Stored data entries
==================================================

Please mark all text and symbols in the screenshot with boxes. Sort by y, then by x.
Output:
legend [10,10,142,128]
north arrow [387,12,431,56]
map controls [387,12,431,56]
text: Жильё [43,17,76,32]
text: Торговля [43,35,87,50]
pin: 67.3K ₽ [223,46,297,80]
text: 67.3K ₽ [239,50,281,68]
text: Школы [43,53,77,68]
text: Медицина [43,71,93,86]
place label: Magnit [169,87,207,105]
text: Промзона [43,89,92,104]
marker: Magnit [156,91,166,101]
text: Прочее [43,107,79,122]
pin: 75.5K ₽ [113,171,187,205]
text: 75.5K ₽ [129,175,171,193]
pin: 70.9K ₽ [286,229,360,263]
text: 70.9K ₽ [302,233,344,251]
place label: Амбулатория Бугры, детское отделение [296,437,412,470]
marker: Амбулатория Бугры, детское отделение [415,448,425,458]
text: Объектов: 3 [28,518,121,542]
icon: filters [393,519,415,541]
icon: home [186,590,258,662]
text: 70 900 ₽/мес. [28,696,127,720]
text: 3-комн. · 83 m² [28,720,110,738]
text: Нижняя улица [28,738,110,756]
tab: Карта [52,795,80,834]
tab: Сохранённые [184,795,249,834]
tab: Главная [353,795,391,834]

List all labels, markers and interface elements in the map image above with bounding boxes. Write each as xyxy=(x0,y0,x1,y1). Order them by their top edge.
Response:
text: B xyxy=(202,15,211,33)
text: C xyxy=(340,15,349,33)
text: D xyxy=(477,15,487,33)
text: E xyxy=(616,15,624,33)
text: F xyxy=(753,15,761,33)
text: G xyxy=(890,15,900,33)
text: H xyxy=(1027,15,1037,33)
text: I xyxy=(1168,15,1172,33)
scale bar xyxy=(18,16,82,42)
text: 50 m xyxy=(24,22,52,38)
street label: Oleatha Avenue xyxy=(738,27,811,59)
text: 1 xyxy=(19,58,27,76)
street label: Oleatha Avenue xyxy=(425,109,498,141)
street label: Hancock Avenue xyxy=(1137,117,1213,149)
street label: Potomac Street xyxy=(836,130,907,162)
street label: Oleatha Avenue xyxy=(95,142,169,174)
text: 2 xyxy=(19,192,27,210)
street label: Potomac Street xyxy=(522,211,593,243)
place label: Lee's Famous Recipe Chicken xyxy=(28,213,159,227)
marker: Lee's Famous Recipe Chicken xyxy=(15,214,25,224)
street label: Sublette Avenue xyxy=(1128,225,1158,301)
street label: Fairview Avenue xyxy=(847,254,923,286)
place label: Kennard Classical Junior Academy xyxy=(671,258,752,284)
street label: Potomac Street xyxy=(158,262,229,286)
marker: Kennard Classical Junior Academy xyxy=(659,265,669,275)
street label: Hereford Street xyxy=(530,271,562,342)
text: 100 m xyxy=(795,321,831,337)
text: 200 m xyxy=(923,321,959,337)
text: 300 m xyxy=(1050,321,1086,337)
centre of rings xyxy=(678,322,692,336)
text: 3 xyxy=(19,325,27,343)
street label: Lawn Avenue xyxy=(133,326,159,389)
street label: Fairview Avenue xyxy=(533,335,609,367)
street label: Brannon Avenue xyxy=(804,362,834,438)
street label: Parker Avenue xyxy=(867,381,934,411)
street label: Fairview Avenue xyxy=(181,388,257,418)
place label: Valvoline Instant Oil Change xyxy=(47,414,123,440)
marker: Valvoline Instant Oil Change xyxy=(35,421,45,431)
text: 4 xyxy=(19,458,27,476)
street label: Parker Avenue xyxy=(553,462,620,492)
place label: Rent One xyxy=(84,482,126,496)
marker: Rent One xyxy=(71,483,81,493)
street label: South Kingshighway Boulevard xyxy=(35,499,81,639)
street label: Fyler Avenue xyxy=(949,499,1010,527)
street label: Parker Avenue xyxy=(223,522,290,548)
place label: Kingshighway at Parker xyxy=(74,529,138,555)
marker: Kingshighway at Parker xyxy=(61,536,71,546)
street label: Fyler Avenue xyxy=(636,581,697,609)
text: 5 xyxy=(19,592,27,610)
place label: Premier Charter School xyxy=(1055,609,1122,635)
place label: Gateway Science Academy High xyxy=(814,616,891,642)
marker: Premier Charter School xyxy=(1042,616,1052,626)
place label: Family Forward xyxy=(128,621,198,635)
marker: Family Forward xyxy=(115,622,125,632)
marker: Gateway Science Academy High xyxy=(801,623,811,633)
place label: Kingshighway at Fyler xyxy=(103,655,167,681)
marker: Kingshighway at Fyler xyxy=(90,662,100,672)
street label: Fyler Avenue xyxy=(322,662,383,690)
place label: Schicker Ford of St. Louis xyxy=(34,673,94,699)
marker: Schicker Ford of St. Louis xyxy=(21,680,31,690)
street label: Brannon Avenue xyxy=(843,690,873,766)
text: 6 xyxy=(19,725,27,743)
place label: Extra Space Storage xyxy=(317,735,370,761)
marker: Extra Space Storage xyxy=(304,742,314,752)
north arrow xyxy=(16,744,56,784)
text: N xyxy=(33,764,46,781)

==================================================

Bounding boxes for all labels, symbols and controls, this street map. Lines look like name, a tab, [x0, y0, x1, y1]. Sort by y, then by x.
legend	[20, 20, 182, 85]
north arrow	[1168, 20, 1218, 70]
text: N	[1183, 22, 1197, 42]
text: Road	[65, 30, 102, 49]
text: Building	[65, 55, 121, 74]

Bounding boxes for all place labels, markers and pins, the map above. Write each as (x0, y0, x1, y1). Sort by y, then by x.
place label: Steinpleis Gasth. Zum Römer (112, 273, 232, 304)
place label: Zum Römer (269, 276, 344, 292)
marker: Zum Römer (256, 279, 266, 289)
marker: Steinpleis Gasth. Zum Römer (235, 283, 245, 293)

==================================================

### Instructions to follow
Each line above that contains the word "with" should be counted, and only the total given.

### Exercise answer
2